A co-ocorrência das extensões causativa e aplicativa à luz do PE foi testada para se
estabelecer a ordem destes morfemas e as suas implicações sintácticas. Vimos que a ordem de co-
ocorrência destes morfemas em verbos transitivos e intransitivos de estrutura -C-, -CVC-, -CVCVC-
e -CVCVCVC- é sempre CAUS-APL e nunca APL-CAUS. Assim, seguindo Baker (1988), o CAUS
é o morfema com escopo semântico mais restrito e o APL é o morfema com o escopo mais amplo,
visto que o verbo causativo-aplicado selecciona directamente um objecto aplicado, indicando que a
acção descrita pelo verbo é realizada por alguém ou para alguém, e estabelece uma relação indirecta
com sujeito do verbo complexo.
Portanto, a resposta a pergunta, até que ponto o PE, tal como proposto por Baker (1988),
responde à descrição das implicações sintácticas da co-ocorrência da extensão causativa e aplicativa
em Nyungwe é: o PE explica de forma adequada as implicações sintácticas da co-ocorrência das
extensões causativa e aplicativa em Nyungwe, pois, tal como vimos em cada um dos exemplos
constantes deste trabalho, a partir da estrutura argumental dos verbos derivados mostrámos três
evidências: primeira, o morfema causativo sempre ocorre antes do morfema aplicativo, segunda, a
ordem dos morfemas (causativo e aplicativo) espelha a ordem em que o agente e o beneficiário
devem ocorrer. Concretamente, o que se nota é que o agente ocorre em posição mais alta que o

76
beneficiário e este, por sua vez, figura em posição mais alta que os demais argumentos da frase. A
última evidência é de que o objecto aplicado com o papel temático de beneficiário sempre ocorre
imediatamente a seguir ao verbo causativo-aplicado. Portanto, existe uma hierarquia temática que
deve ser obedecida:

agente>beneficiário/maleficiário/paciente>tema>locativo>instrumento.

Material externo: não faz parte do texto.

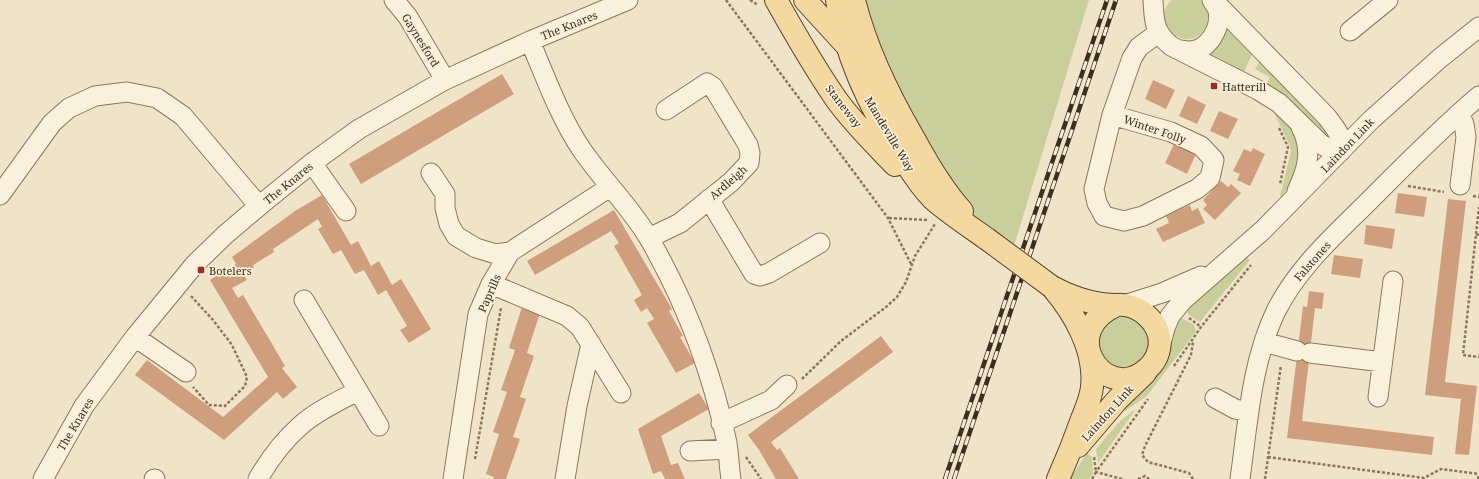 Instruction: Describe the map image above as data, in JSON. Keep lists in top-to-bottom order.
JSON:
{
  "streets": {
    "main road": ["Staneway", "Mandeville Way", "Laindon Link"],
    "street": [
      "The Knares",
      "Gaynesford",
      "Winter Folly",
      "Ardleigh",
      "Falstones",
      "Paprills"
    ]
  },
  "crossings": [
    ["The Knares", "Gaynesford"],
    ["Staneway", "Mandeville Way"],
    ["Mandeville Way", "Laindon Link"]
  ],
  "places": {
    "transit": ["Hatterill", "Botelers"]
  }
} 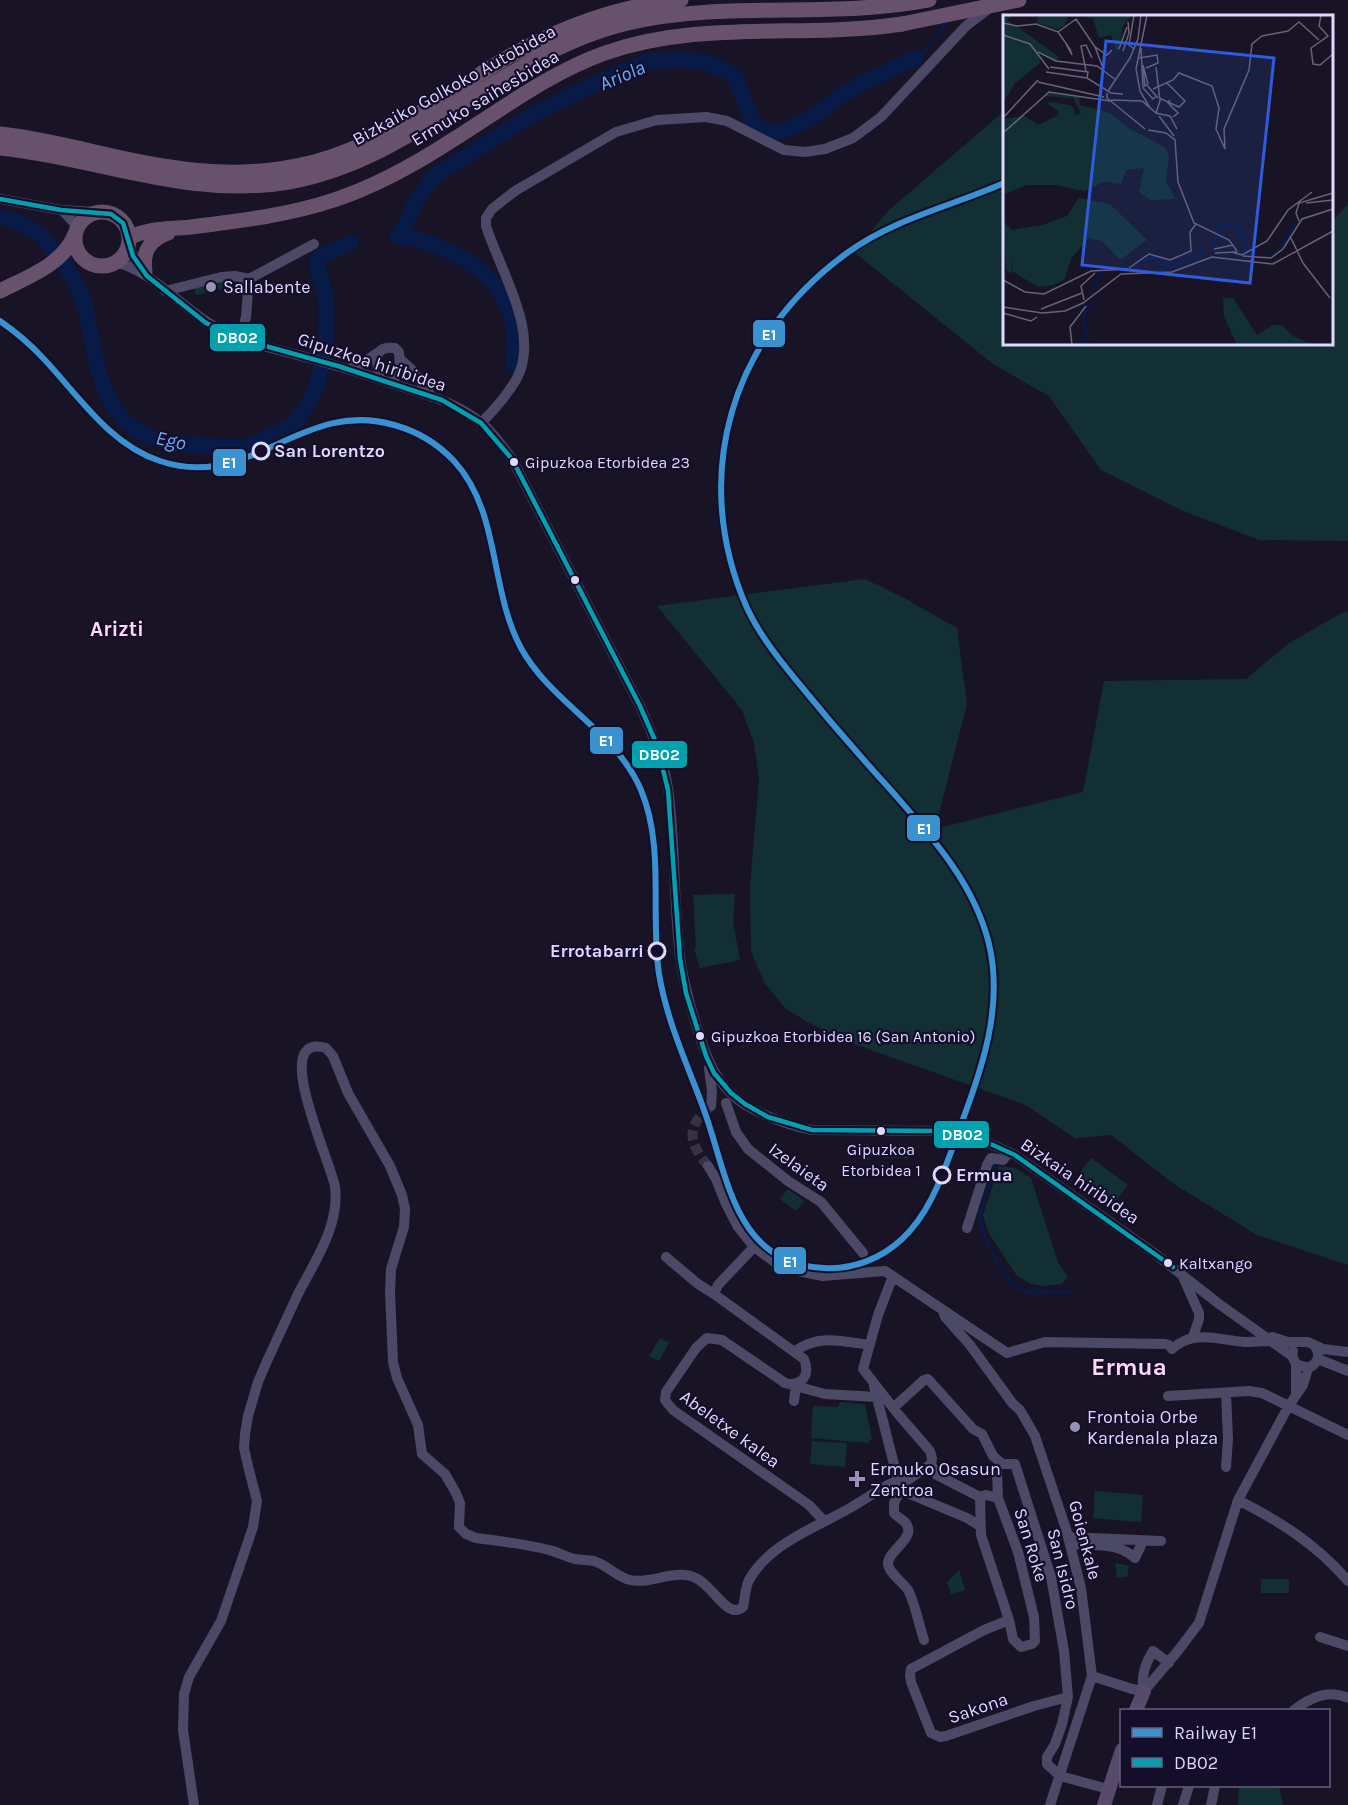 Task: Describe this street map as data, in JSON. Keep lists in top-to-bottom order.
{
  "streets": {
    "highway": ["Bizkaiko Golkoko Autobidea", "Ermuko saihesbidea"],
    "street": [
      "Gipuzkoa hiribidea",
      "Izelaieta",
      "Bizkaia hiribidea",
      "Abeletxe kalea",
      "Goienkale",
      "San Roke",
      "San Isidro",
      "Sakona"
    ]
  },
  "crossings": [
    ["San Roke", "Sakona"],
    ["San Isidro", "Sakona"]
  ],
  "districts": ["Arizti", "Ermua"],
  "water": ["Ariola", "Ego"],
  "places": {
    "other": [
      "Sallabente",
      "San Lorentzo",
      "Gipuzkoa Etorbidea 23",
      "Errotabarri",
      "Gipuzkoa Etorbidea 16 (San Antonio)",
      "Gipuzkoa Etorbidea 1",
      "Ermua",
      "Kaltxango",
      "Frontoia Orbe Kardenala plaza"
    ],
    "health": ["Ermuko Osasun Zentroa"]
  },
  "lines": ["rail line E1", "transit line DB02"],
  "legend": ["Railway E1", "DB02"]
} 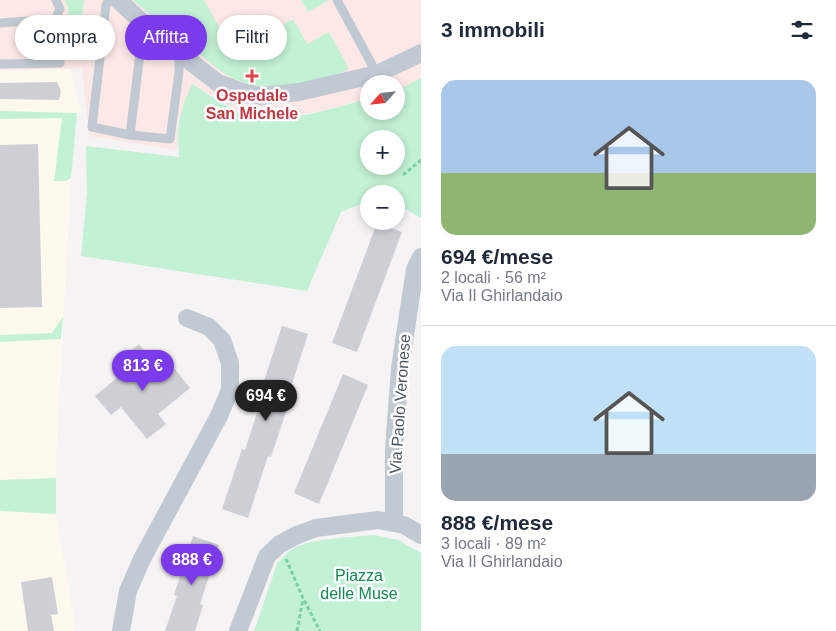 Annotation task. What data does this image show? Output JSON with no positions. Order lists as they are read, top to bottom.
{
  "streets": {
    "street": ["Via Paolo Veronese"]
  },
  "parks": ["Piazza delle Muse"],
  "places": {
    "health": ["Ospedale San Michele"]
  },
  "north": "bottom left",
  "page": {
    "heading": "3 immobili",
    "chip": ["Compra", "Affitta", "Filtri"],
    "list": [
      {
        "name": "694 €/mese",
        "note": "2 locali · 56 m² · Via Il Ghirlandaio"
      },
      {
        "name": "888 €/mese",
        "note": "3 locali · 89 m² · Via Il Ghirlandaio"
      }
    ],
    "map_buttons": ["+", "−"],
    "price": ["813 €", "694 €", "888 €"]
  }
}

Novas áreas de investigação


Este estudo fez uma abordagem morfossintática de apenas duas extensões verbais, a
causativa e a aplicativa, e analisou a estrutura dos verbos em que estas extensões podem ocorrer e as
implicações sintácticas espelhadas por esta ocorrência e co-ocorrência. No entanto, são necessários
mais estudos para, por um lado descrever as extensões verbais existentes na língua com vista a
avaliar até que ponto este modelo teórico responde à descrição da co-ocorrência das extensões
verbais existentes na língua e por outro lado analisar a estrutura argumental dos verbos derivados na
língua.
Para além de estudos morfossintáticos são necessários mais estudos que se enfoquem no uso
da língua, ou seja, há necessidade de estudos que determinem o alcance semântico completo destes
morfemas e as suas funções pragmáticas.